Por Erasmo Miessa Ruiz (*)
A páscoa traz lembranças da
infância. Lembro-me que ovos de páscoa eram artigos de luxo. Eu tinha tios que
eram de classe média. Aproveitava então para disputar o chocolate com meus
primos maiores já nem tão seduzidos pela doçura da data.
Não sei bem se foi eu que cresci
e os ovos diminuíram de tamanho mas tenho a nítida impressão de que eles eram
gigantescos quando eu tinha seis anos. Quanto a data, para mim não tinha nenhum
significado religioso. Achava estranha aquela história do homem que havia
morrido e depois voltado. Afinal, o que isso tudo tinha a ver com ovos de
chocolate?
O tempo foi passando e então
descobri os simbolismos da páscoa. A história da libertação dos judeus no Egito
do jugo de um faraó tirano, a morte dos filhos primogênitos, a abertura do mar
vermelho reeditada em imagem e som pelo filme “Os 10 Mandamentos” de Cecil B de
Mille até chegarmos ao cristianismo e o renascimento dos mortos de um Jesus
cheio da glória que redimiu os pecados do mundo.
Hoje a sociedade de consumo
chegou à conclusão que aos ovos não bastava a doçura do chocolate. Temos em
casa pequenos ditadores construídos pela televisão que exigem os ovos
associados a brinquedos que, salvo poucas exceções, acabam quebrando nas
primeiras horas de uso. O oceano do consumo parece submergir o simbolismo da
páscoa, tanto na sua perspectiva metafísica religiosa quanto nos aspectos
filosóficos e existenciais que poderiam impactar em nossas vidas.

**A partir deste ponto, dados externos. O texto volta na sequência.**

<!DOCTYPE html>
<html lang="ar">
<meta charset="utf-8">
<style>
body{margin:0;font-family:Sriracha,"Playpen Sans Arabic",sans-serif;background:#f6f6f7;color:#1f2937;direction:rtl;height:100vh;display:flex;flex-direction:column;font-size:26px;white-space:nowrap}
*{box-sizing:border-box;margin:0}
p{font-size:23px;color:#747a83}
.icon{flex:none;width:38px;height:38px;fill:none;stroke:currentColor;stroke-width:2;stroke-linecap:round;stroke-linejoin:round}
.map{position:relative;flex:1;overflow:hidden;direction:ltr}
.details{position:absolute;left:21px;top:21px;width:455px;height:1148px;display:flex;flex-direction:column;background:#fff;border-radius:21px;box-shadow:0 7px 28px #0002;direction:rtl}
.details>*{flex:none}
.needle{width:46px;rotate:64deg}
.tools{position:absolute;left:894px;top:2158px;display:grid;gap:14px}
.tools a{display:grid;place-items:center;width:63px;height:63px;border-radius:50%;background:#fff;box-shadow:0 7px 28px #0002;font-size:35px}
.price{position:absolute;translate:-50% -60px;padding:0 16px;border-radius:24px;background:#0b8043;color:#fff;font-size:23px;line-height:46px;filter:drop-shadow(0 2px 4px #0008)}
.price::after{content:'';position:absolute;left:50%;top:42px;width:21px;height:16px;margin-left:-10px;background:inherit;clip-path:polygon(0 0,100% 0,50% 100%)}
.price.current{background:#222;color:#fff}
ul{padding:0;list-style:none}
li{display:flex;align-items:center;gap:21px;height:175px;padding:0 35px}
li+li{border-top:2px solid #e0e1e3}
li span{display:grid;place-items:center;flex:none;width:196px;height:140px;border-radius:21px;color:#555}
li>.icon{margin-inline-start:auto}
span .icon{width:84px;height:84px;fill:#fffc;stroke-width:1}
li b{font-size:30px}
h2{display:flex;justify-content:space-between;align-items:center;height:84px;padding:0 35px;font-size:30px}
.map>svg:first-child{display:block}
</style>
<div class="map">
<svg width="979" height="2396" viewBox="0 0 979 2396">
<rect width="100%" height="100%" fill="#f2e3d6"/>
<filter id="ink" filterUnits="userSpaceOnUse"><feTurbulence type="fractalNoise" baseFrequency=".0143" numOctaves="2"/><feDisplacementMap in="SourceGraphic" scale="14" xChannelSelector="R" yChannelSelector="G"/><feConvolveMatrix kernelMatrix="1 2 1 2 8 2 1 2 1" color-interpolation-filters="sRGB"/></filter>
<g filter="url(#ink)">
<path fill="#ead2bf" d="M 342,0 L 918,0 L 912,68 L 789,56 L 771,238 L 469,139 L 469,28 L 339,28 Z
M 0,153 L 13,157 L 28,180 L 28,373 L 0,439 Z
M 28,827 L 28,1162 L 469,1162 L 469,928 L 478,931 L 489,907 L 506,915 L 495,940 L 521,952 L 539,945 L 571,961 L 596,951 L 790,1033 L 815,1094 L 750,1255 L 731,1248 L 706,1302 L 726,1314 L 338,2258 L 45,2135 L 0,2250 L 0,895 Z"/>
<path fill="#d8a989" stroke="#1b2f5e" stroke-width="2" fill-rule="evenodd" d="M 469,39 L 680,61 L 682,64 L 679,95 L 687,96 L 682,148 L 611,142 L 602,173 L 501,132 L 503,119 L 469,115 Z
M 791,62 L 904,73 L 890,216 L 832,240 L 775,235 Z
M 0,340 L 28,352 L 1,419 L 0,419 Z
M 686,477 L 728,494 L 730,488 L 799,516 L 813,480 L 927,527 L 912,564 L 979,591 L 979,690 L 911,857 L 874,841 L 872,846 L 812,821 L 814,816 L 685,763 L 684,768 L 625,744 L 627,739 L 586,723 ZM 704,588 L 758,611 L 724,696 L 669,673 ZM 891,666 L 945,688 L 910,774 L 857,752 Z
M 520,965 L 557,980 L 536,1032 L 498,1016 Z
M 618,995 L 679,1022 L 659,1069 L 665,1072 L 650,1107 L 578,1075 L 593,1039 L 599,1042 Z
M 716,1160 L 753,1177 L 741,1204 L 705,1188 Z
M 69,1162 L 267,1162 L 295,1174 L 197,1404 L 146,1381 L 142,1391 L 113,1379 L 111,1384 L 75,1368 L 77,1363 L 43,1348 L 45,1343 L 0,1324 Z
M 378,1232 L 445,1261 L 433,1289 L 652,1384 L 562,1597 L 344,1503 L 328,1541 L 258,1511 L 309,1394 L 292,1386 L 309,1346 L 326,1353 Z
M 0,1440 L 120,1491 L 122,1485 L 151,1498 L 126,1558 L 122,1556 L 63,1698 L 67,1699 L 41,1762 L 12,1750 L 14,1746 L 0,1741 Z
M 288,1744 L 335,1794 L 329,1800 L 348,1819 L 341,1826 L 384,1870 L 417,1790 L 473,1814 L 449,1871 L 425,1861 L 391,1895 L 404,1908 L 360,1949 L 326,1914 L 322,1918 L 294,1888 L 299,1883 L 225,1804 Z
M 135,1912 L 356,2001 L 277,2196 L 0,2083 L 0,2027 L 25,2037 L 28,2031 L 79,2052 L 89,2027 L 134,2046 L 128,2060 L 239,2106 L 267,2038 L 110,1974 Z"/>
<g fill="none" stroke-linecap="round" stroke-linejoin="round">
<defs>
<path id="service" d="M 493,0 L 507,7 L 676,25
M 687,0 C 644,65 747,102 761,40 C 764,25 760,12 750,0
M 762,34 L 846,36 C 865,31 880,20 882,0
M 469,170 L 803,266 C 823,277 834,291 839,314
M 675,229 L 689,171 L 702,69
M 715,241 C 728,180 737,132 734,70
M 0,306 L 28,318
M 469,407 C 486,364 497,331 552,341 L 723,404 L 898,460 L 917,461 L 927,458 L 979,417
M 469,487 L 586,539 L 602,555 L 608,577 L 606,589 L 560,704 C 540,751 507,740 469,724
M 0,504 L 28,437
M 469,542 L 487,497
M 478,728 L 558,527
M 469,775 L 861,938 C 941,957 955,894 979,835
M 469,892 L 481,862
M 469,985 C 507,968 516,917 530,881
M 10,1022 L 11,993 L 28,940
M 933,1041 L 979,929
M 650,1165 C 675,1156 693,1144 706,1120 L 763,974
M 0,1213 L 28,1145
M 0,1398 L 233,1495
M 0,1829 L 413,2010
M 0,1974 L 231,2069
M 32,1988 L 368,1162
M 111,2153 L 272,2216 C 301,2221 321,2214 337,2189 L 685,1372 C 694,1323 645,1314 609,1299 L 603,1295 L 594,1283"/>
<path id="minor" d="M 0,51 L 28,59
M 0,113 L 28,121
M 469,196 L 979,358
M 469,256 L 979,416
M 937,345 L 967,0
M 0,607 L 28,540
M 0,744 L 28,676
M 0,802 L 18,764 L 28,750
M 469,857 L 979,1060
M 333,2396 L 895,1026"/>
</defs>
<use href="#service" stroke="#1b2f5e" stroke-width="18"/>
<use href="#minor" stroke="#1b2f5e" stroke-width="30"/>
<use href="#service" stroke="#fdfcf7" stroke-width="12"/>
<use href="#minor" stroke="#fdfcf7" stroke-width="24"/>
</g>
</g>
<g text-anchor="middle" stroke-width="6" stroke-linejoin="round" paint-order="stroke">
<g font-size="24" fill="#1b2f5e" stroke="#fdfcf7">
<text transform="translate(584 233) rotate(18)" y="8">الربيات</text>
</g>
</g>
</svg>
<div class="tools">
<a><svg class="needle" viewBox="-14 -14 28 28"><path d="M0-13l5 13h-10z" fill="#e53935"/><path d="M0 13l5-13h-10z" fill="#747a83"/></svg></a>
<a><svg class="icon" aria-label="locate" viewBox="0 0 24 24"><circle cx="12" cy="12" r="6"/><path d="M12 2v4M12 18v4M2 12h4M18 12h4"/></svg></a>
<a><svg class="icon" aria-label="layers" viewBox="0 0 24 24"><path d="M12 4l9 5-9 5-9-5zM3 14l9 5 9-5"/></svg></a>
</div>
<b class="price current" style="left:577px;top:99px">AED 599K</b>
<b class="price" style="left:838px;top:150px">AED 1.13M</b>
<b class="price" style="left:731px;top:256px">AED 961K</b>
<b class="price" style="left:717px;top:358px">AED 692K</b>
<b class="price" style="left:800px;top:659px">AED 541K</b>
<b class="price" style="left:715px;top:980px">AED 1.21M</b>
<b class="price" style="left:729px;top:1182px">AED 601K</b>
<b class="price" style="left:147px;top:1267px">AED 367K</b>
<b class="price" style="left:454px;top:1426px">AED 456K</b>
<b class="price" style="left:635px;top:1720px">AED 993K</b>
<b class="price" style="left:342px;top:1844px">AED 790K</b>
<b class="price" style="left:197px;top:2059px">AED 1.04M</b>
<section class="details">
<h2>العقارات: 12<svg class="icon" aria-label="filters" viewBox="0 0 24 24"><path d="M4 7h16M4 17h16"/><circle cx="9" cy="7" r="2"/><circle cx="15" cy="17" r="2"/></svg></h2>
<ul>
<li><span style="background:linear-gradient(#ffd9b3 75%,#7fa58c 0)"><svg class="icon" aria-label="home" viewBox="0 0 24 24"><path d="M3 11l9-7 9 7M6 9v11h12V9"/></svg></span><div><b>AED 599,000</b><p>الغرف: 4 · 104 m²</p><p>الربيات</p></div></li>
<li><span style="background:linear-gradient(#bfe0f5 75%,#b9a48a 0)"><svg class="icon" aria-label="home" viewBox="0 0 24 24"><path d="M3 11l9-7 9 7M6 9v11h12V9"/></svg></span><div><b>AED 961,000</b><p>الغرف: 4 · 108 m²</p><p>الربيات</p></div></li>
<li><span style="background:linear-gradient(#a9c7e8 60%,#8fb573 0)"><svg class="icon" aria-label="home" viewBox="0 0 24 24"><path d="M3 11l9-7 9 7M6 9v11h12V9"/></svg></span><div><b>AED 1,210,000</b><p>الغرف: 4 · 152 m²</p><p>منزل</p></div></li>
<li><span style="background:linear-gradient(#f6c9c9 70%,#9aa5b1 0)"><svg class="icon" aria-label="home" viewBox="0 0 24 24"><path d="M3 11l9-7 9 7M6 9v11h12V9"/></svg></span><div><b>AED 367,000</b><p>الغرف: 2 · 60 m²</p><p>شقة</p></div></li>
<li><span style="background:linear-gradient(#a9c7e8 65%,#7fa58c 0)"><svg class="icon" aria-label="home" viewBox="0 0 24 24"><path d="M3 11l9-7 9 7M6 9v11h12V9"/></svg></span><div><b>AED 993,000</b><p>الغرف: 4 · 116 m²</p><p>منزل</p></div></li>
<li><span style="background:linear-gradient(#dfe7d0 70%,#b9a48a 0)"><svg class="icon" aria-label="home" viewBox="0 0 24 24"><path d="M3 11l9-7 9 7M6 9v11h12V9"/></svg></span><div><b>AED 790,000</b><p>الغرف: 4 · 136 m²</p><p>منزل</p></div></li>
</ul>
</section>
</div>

A mística da páscoa nos fala de
dois homens. O primeiro liderou um povo escravo e oprimido. Mesmo com todas as
adversidades, com a ajuda de um Deus poderoso, foi capaz de libertar milhares
de pessoas que então buscaram uma nova terra para viver, a terra prometida. O
outro homem paradoxalmente foi um Deus que se fez carne, que deixou mensagens
para que pudéssemos a partir de sua prática vivermos bem uns com os outros e
quem sabe até ganhar a recompensa de uma vida que nunca termina. Mas era
necessário que ele fosse sacrificado por todas as nossas faltas para, três dias
depois, voltar do mundo dos mortos. Para os cristãos, a Páscoa é a potência da
vida que supera a morte.
Mario Quintana em uma de suas
célebres frases define o milagre: “O milagre não é dar vida ao corpo extinto,
ou luz ao cego, ou eloquência ao mudo…nem mudar água pura em vinho
tinto…milagre é acreditarem nisso tudo!”. Para mim a mensagem da páscoa é
clara! Se a maioria das pessoas acredita que um mar foi aberto para que
milhares fugissem da morte ou que um homem depois de morto foi ressuscitado nos
trazendo a promessa que o mesmo pode acontecer conosco, por que não podemos
então acreditar na capacidade de tornar essa existência melhor para nós mesmos
e a humanidade?
Ou tornando as coisas mais
simples, se eu acredito no milagre da pascoa, não posso acreditar em algo mais
fácil de ser realizado? Quem sabe aprender violão? Ou então dizer um ”eu te
amo” represado a tanto tempo?
Independente de termos crença ou
não na mística da páscoa, que esse momento possa nos inspirar a produzir as
transformações necessárias às nossas vidas e num mundo onde 3,6 bilhões de
pessoas não têm acesso a saneamento básico, onde milhões de pessoas são
assoladas pela fome e mesmo aqueles que tem acesso facilitado a bens materiais
estão em parte excluídos dos bens culturais da humanidade.
Assim, Feliz Páscoa! Que a
doçura do chocolate possa nos lembrar da necessidade de existências mais
felizes e que os ecos de liberdade e transformação nos lembrem que existe muito
para ser feito, tanto de nossas vidas quando da vida de todos os homens.
(*) Psicólogo.
Professor da Universidade Estadual do Ceará. Diretor da Editora da Uece.